NIR Discussion Forum: Indicator variables and PLS

Indicator variables and PLS Log Out | Topics | Search
Moderators | Register | Edit Profile

NIR Discussion Forum » Bruce Campbell's List » I need help » Indicator variables and PLS

« Previous Next »

Author

Message

Alisha (agnosus)
Junior Member
Username: agnosus

Post Number: 7
Registered: 1-2009

Posted on Tuesday, November 23, 2010 - 10:42 am:

A very helpful response indeed.
Thank you very much Howard.

Howard Mark (hlmark)
Senior Member
Username: hlmark

Post Number: 363
Registered: 9-2001

Posted on Tuesday, November 23, 2010 - 8:59 am:

Alisha - that's a little tricky to answer. It's true that the indicator variables will accomodate the bias differences between the different groups of samples, nevertheless it's not the same as simply doing a bias correction.

The reason is that when you include indicator variables in the calibration (if you can do that properly) then the coeffcients you calculate (and the factors, in the case of PLS) will be different than the ones you would calculate in the absence of the indicator variable. The reason is that in the absence of the indicator variables the model has to minimize the Sum Squared Error (SSE) that INCLUDES the contribution from the inter-group bias. If you include the indicator variables then the model only has to accomodate the other, presumably more fundamental variations of the data.

If you don't include the indicator variables, then at the very least, you would have to include more factors (for PLS) or wavelengths (for MLR) to try to get a model that will give the same performance, and that will make the model development process more subject to overfitting.

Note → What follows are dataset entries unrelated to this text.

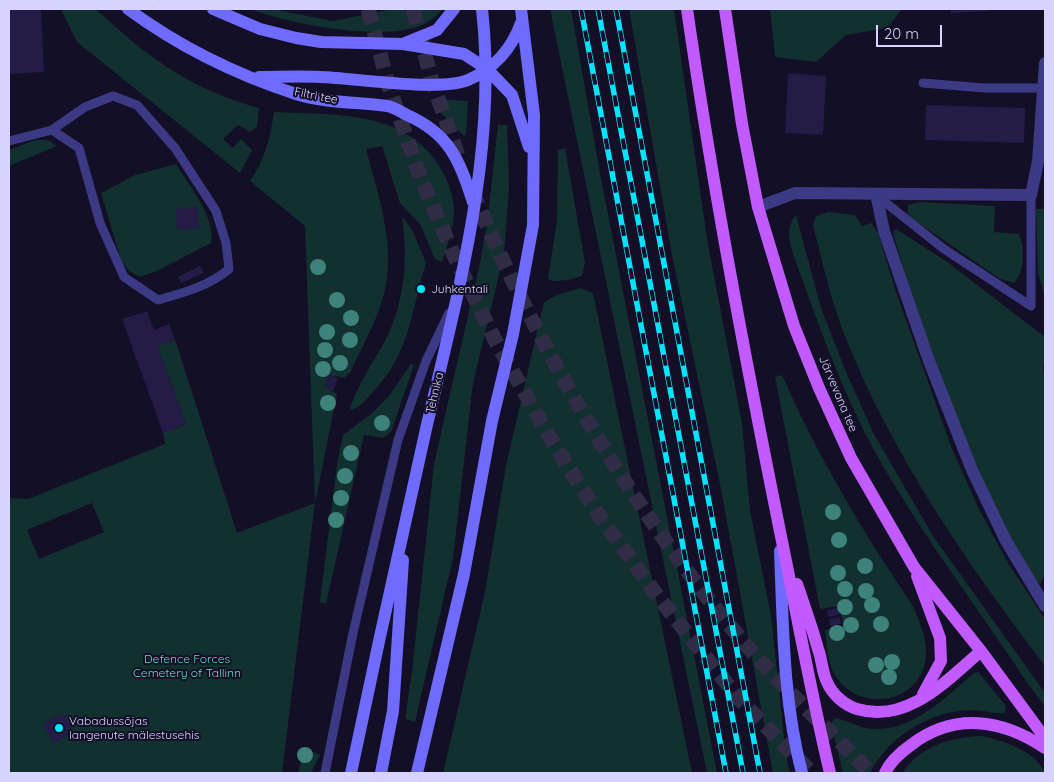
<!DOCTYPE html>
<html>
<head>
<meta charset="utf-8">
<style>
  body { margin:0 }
  #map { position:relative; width:1054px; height:782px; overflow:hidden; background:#130f26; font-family:Quicksand,sans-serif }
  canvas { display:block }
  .frame { position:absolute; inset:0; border:10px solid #d9d4ff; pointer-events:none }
  .scale { position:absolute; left:876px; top:25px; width:66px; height:22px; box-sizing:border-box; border:2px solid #d9d4ff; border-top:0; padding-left:6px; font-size:15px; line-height:18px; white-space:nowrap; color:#d9d4ff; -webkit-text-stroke:4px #130f26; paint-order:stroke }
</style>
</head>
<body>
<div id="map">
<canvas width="1054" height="782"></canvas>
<div class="frame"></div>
<div class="scale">20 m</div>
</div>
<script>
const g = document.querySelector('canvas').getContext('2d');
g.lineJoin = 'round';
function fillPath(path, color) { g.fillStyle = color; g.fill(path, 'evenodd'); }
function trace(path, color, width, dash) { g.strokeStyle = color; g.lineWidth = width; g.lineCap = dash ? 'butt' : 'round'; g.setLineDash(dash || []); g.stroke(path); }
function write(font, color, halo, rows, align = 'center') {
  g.font = font + ' Quicksand,sans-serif'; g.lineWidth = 4; g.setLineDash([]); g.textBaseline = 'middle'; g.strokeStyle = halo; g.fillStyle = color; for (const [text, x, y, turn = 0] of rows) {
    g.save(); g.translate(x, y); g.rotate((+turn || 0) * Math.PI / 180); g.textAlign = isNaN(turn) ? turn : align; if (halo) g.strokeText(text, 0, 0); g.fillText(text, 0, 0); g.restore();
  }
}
fillPath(new Path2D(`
  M61 9H96C147 57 190 89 259 108L257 127 250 132 238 125 223 139 233 148 241 139 252 150 240 173 77 42Z
  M250 9H272L333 21 393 9H443C437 15 431 21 422 25 384 42 288 24 250 9Z
  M550 9H571L600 173 717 773H707Z
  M629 9H674L707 239 742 423 750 511 771 615 786 756 790 773H773L721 489 672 255Z
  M770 9H902L887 28 846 35 816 62 775 57Z
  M436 99 468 101 466 134 464 136 434 106Z
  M274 112C333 115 404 109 440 167 448 180 453 194 454 210 454 227 447 246 442 262L435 259 420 224 400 203 382 146 366 149C380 202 400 256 379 310 371 332 359 352 350 373L344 378 329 375 325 387 337 394 315 503 282 773H9V498L28 499 165 444 163 433 186 424 157 346 175 339 237 533 315 503 305 226 250 181C265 159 270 139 274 112ZM92 503 104 532 39 559 27 530Z
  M498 125H507L509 186 504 254 473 383 453 558 415 722 405 719 412 672 434 464 480 263 488 217Z
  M35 140H48L57 146 9 166V150Z
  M565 148 585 263 582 276 568 280 554 281 548 279 557 220 558 150Z
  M176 164C189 185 216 218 211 243L157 271 140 277 129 271 121 260 101 193 135 175Z
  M920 202 995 206 994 232 1019 234C1025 246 1025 273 1014 283L1000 279 913 219 908 214V205Z
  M1036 209H1045V297L1038 273Z
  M828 212 855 215 862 226 871 223 878 233 897 295 952 449 978 507 1008 563 1045 619V666C966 562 891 454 843 331 830 297 822 260 813 225L816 216Z
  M796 215 821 308 846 372 874 434 933 536 1045 693V706L1028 684C974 601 911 522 865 433 836 375 815 315 793 254 789 241 786 227 796 215Z
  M402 217 412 229 426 263C411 310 411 350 375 390 368 397 360 408 351 410L350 408C359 382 374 361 387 337 405 299 408 259 402 217Z
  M896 229 946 261 1045 337V364L1043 366 1045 381V573L1040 584C1022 566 1001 521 991 498 952 413 921 326 894 237L893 232Z
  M580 288 593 293 692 773H443L485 592 506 465 544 302 557 295Z
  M411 364 414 365 391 432 383 438 364 435 326 604 320 602 337 464 343 435 371 414 389 396Z
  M782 375C819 459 862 530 913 606 919 621 927 637 926 654 924 704 859 715 835 675 827 663 827 643 825 630L844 626 839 606 820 609 775 377Z
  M978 672 1006 706 1005 713C994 714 982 710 970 710 930 711 888 737 870 773H843L831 724 835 718C848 720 858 728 872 729 914 731 944 698 974 673Z
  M982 736C1004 741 1036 751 1045 773H902C920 746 951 737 982 736Z
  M304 748 320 755 311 773H298Z`), '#12302f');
fillPath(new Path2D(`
  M9 9H41L44 72 9 74Z
  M951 9H989V11L951 13Z
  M788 73 826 76 823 135 785 133Z
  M926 105 1025 108 1024 143 925 140Z
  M198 207 199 229 177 230 176 208Z
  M200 266 204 273 181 283 178 277Z
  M147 311 154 330 169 324 175 339 157 346 186 424 163 433 122 319Z
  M329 375 338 378 333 391 325 388Z
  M838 608 839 615 828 617 827 610Z
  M840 617 841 624 830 626 829 619Z
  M64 713 74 733 53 743 43 723Z`), '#241b47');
trace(new Path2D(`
  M368 9 389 87 421 179 456 260 495 340 549 436 598 514 656 594 739 699 812 773
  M413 9 431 78 460 161
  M472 191C542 356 635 516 752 652 789 694 832 733 871 773`), '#312d47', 15, [15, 8]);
trace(new Path2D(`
  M923 83 984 88H1043
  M9 141 52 130 85 107 113 96 137 105 175 148 216 211 226 243 229 269C209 286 183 293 158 300L124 277 100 223 79 148 52 130
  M876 195 944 249 1031 306V195
  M325 773 353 633 398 440 426 361 449 313`), '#3d3a85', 9);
trace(new Path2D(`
  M876 194 884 231 929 361 972 470 1006 541 1045 606
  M758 207 795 193 1031 195 1038 161 1045 63`), '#3d3a85', 12);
trace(new Path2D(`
  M128 9C181 48 234 74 296 94 325 103 357 102 387 106 394 107 401 112 407 115 450 134 459 160 473 202
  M213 9 260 29 296 38 321 42 403 44 464 54 487 69 512 95 529 147
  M405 43 437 30 454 9
  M259 77C279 77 300 76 320 77 355 78 439 92 468 80 494 69 512 48 521 23
  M780 551C783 625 783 701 802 773
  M351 773C375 658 400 544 426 429 458 292 498 151 482 9
  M381 773 393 711 403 560
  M417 773 464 574 492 421 513 334 533 225 534 115 521 9`), '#6f6bff', 12);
trace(new Path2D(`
  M687 9C714 197 750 384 788 571 801 638 814 706 830 773
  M725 9 742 124 758 207 794 326 819 388 851 458 914 567 981 651 1045 738
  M917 576 940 638 941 661 923 694
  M797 584C804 605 812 627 818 649 822 659 822 672 827 682 832 694 844 705 857 709 907 724 946 681 981 651
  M885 773C890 762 901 752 911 745 954 712 1002 719 1045 748`), '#c25bff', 12);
const rail = new Path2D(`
  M581 9 726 773
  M598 9 743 773
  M616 9 760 773`);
trace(rail, '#00e5ff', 5.5);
trace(rail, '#130f26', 4, [11]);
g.fillStyle = '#3d827b';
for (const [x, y] of [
  [318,267],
  [337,300],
  [351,318],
  [327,332],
  [350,340],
  [325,350],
  [340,363],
  [323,369],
  [328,403],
  [382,423],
  [351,453],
  [345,476],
  [341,498],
  [833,512],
  [336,520],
  [839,540],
  [865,566],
  [838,573],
  [845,589],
  [866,591],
  [872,605],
  [845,607],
  [881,624],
  [851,625],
  [837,633],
  [892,662],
  [876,665],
  [889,677],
  [305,755]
]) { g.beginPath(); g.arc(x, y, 8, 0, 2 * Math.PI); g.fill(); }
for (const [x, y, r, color] of [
  [421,289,5,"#00e5ff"],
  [59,728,5,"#00e5ff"]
]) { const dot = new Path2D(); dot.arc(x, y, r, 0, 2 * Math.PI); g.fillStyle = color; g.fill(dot); trace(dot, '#130f26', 2); }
write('12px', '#d9d4ff', '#130f26', [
  ["Filtri tee",316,96,11],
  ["Tehnika",435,393,-77],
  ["Järvevana tee",838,394,67]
]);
write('12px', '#d9d4ff', '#130f26', [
  ["Juhkentali",431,289],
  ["Vabadussõjas",69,721],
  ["langenute mälestusehis",69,735]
], 'left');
write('12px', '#5fe0c0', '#130f26', [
  ["Defence Forces",187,659],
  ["Cemetery of Tallinn",187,673]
]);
</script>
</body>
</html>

The bottom line is, of course, as it always in, that you should try it out and see if you can get satisfactory results by simply bias-correcting the different subsets of the samples, if so then you may be able to dispense with the indicator variables.

\o/
/_\

Alisha (agnosus)
Junior Member
Username: agnosus

Post Number: 6
Registered: 1-2009

Posted on Tuesday, November 23, 2010 - 4:19 am:

Thank Howard for taking the time to reply back.
Back to the question of usefulness of using indicator variables in PLS, am I correct in saying that:'bias correction' (adding or substracting a constant to a model) is an easy alternative to using indicator variables i.e. instead of having a PLS model with few indicator variables we can have few PLS models one for every indicator variables? Isn't that the case for MLR as well?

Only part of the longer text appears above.